It appears that blood pressure traits, especially MAP, are phenotypes for which traditional risk factors confound the pathways. This is contrary to T1D, where it is believed that a genetic region with large effects (MHC) exists. Of course, it should be stressed that these results are limited to the genotyped SNPs. Perhaps including other SNPs (some causal, possibly yet to be discovered) may be more informative.

That “SNPs first” approach was not as good as “other features first” may hint at the amount of information shared by the SNPs and the non-SNP features (within the aforementioned limit). Admittedly much of the information in non-SNP clinical features is genetic. That adding the non-SNP features recovered the predictive power of the “other features first” approach may be an indication that virtually no new genetic information, or at least predictive utility, can be obtained from the markers considered in the study. As a quantitative trait, ∼13% of R 2 for “SNPs first” (and ∼26% for “other features first”) is relatively low compared to the similar figure of merits as low as 33% for mean cellular hemoglobin (MCH) for the predictive analysis of heterogeneous stock mice from eight inbred strains [15]. However, the estimated heritability of MCH in the mice population, the lowest in the study of [15], is 55%, whereas the heritability of MAP has been estimated to be roughly 33% in another population [30]. Obviously, the ARIC population is much more heterogeneous than nearly all laboratory mouse populations. This distinction may not have been emphasized sufficiently in the literature. For this reason, the main effects of SNPs found by the adaptive prediction analysis may not be very reliable.

We realize that there may be a degree of bias associated with our results. First, all of the genetic variants were chosen from the ARIC dataset and so are likely to fit the prediction set, also chosen from the same dataset, better than they might in independent samples. We consider this to be of minor concern since our focus is on the added predictive ability of genome-wide predictors, which turns out to be insignificant. Second, although our model is unconditionally highly non-linear in the data because it involves a choosing of features based on their appearances in a succession of cross-validation trees, our model is more restrictive in comparison with more general models such as generalized additive models (GAMs). Such an approach may reduce biases at the expense of added variability in the chosen model. Another possibility may be to divide MAP into intervals (e.g., low, medium, and high) much like the prediction of disease status discussed earlier. However, a major point of our paper is that we are trying to predict actual MAP, and the medical basis for such division is of question. Third, for a quantitative trait such as MAP, an adaptive spline model, which is by design smoother than CART, could be a more efficient alternative than a tree. The adaptive spline model could also suggest interactions in the first stage. We carried out an additional experiment in which CART is replaced by Multivariate Adaptive Regression Splines (MARS; see Chapter 10 of [31]) for the medication-adjusted MAP with non-SNP cutoffs 1% and 5%. For consistency, MARS was used as an interaction selector and the LASSO was fit in the same fashion as explained in the Method section. With non-SNP features only, we had cross-validated R 2 of 18.37% (standard deviation 3.58%) for cutoff 1%; 18.29% (3.56%) for cutoff 5%. With SNPs (mFDR = 0.2) added as main effects the improvement in R 2 was −0.45% (0.82%); with interaction, it was −0.38% (s.d. 1.1%). This result is similar to that of CART in that the contribution of the SNPs in predictive power was not significant. Note that MARS was only used as an interaction selector. If it subsumed the LASSO component, then MARS may have performed better than CART subsuming the LASSO, but it is unlikely that the overall predictive power be significantly higher than the best value achieved by the combined CART and LASSO approach.

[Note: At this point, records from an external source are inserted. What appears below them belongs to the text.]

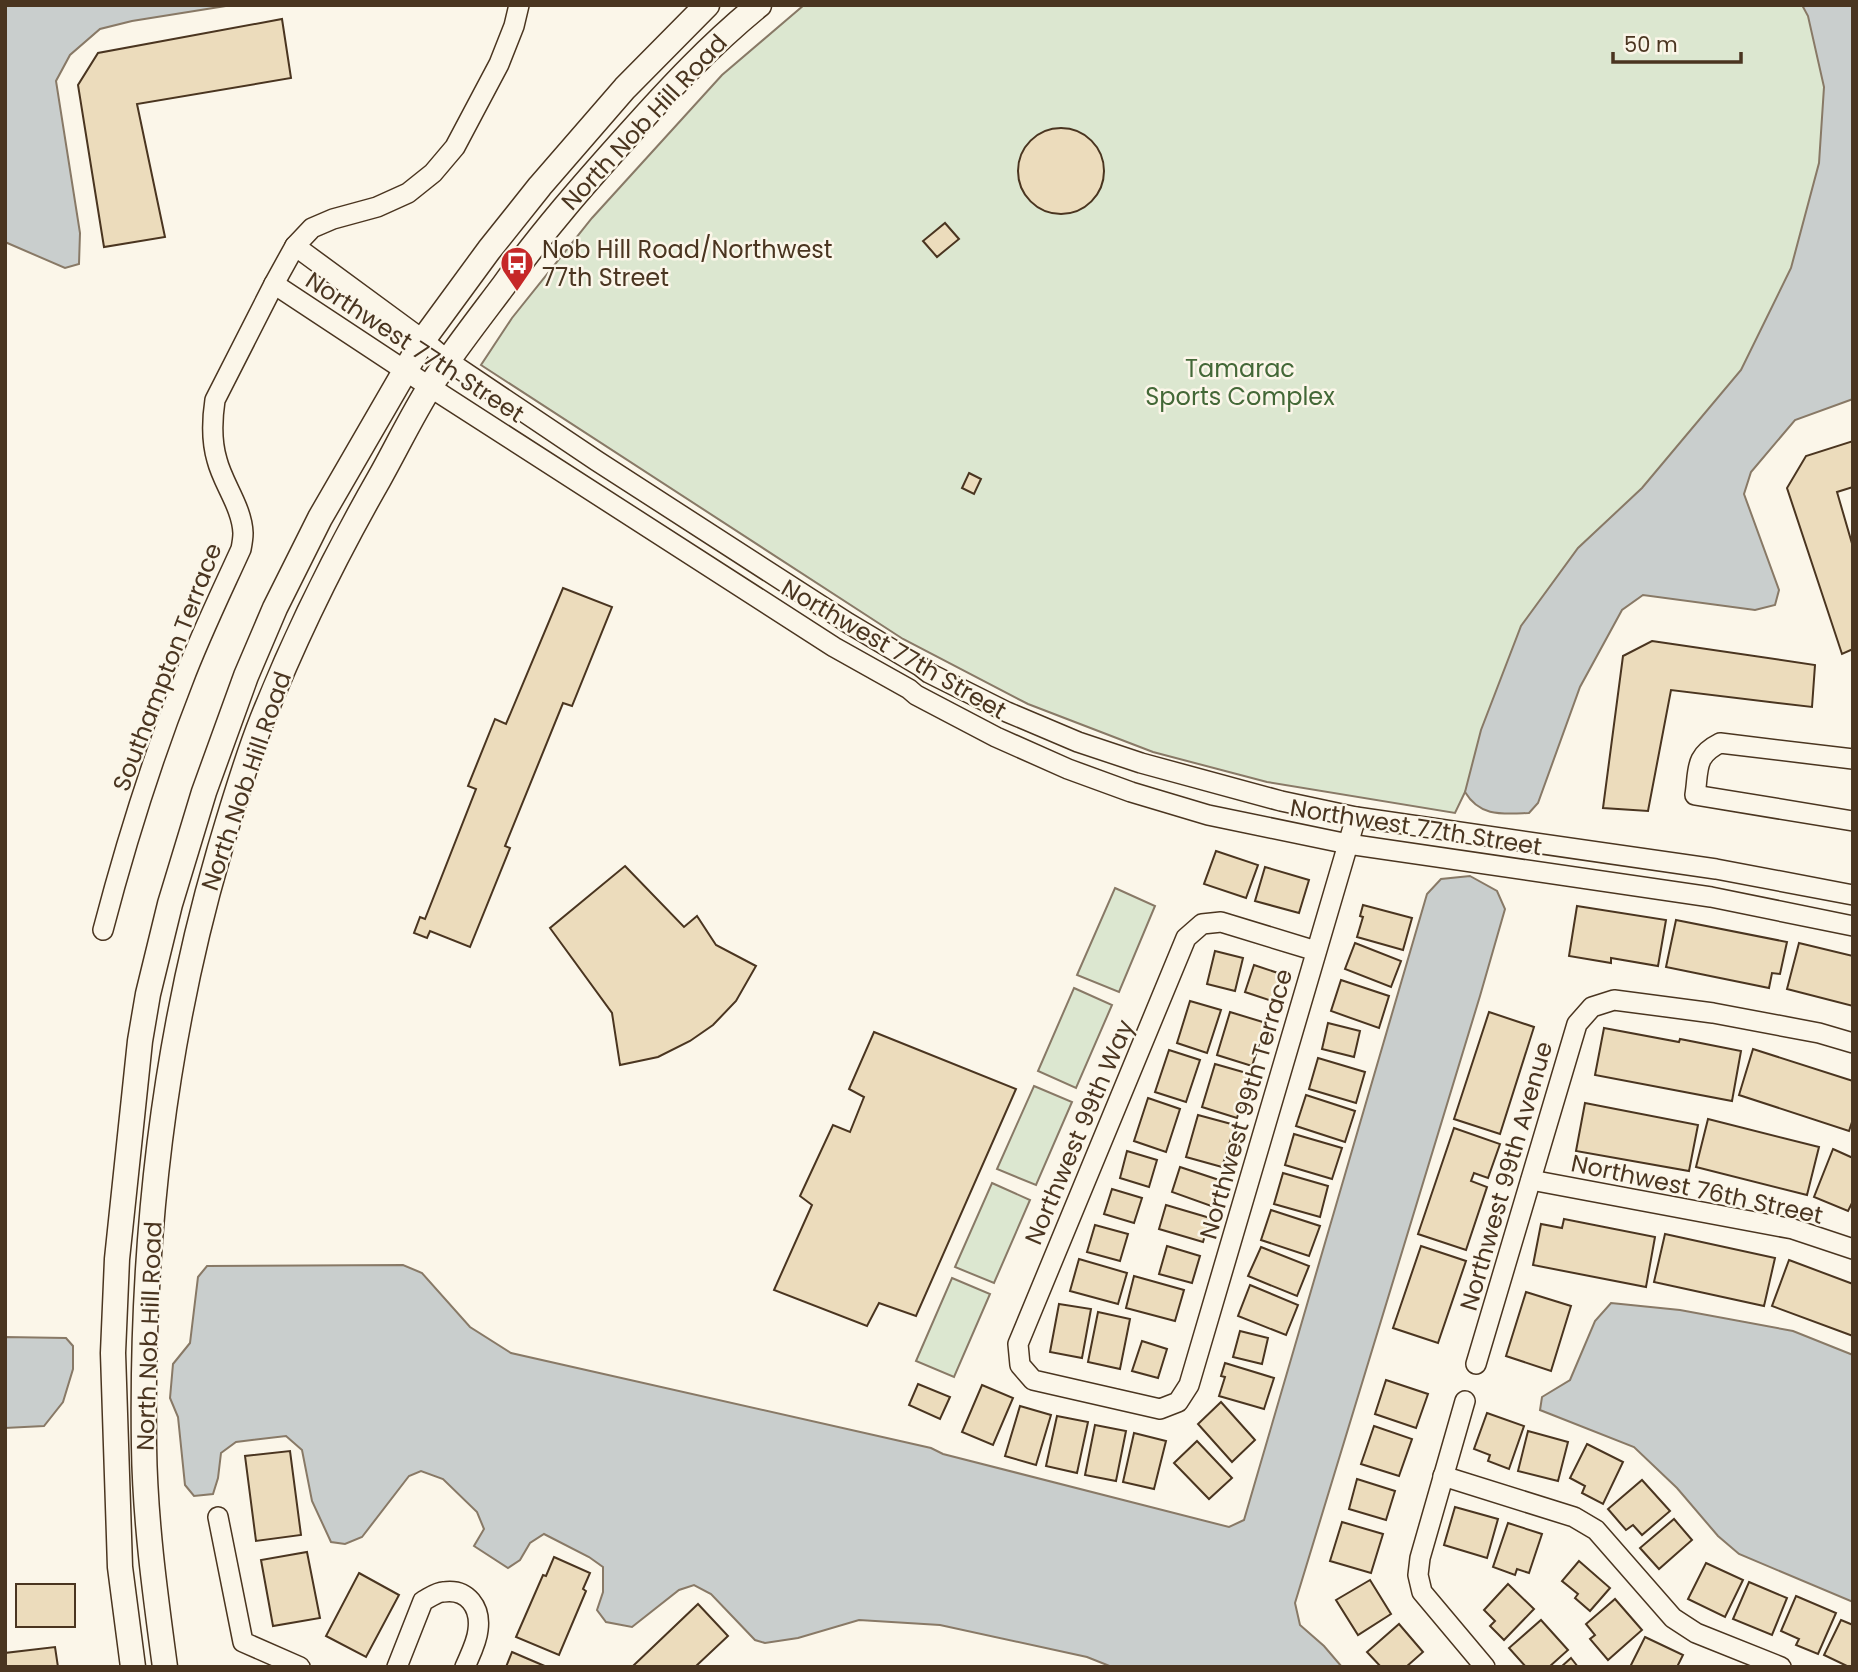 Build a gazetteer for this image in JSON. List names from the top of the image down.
{
  "streets": {
    "main road": ["North Nob Hill Road"],
    "street": [
      "Northwest 77th Street",
      "Southampton Terrace",
      "Northwest 99th Terrace",
      "Northwest 99th Way",
      "Northwest 99th Avenue",
      "Northwest 76th Street"
    ]
  },
  "crossings": [
    ["North Nob Hill Road", "Northwest 77th Street"],
    ["Northwest 77th Street", "Southampton Terrace"],
    ["Northwest 77th Street", "Northwest 99th Terrace"],
    ["Northwest 99th Terrace", "Northwest 99th Way"],
    ["Northwest 99th Avenue", "Northwest 76th Street"]
  ],
  "parks": ["Tamarac Sports Complex"],
  "places": {
    "bus stop": ["Nob Hill Road/Northwest 77th Street"]
  },
  "scale_bar": "50 m"
}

We acknowledge that our predictive analysis is limited to the first-visit characteristics, and is therefore a cross-sectional study. For a predictive analysis to have a clinical utility, it would be desirable that the features can capture both averages and longitudinal changes of blood pressure. However, this entails an additional challenge. Since our study population is mature already at the first visit (45–66), we think that our cross-sectional analysis demonstrates reasonably the role of SNPs and other features in a clinically meaningful fashion.

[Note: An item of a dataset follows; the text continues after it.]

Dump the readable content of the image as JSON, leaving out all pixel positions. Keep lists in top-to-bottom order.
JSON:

Finally, we also acknowledge that the R 2 measure used to quantify the predictive ability of our algorithm is a population value. Particular individuals at high risk may not be identified using our method.

Supporting Information

Table S1

List of the ARIC clinical variables and their characteristics used as candidate non-SNP main effects for our adaptive prediction algorithm.

(DOC)

Table S2

Non-SNP features chosen by our adaptive prediction algorithm. For each cutoff fraction of occurrence in the bootstrapped CART, average coefficient and the number of times the corresponding feature is selected over the 10-fold cross validation is presented. Results are shown for unadjusted mean arterial blood pressure.

(DOC)

Table S3

SNPs chosen by our adaptive prediction algorithm. For each cutoff fraction of occurrence in the bootstrapped CART, the union of SNPs selected over the 10-fold cross validation is presented as the entry “Y”. Results are shown for medication-adjusted mean arterial blood pressure.

(DOC)

Footnotes

Competing Interests: The authors have declared that no competing interests exist.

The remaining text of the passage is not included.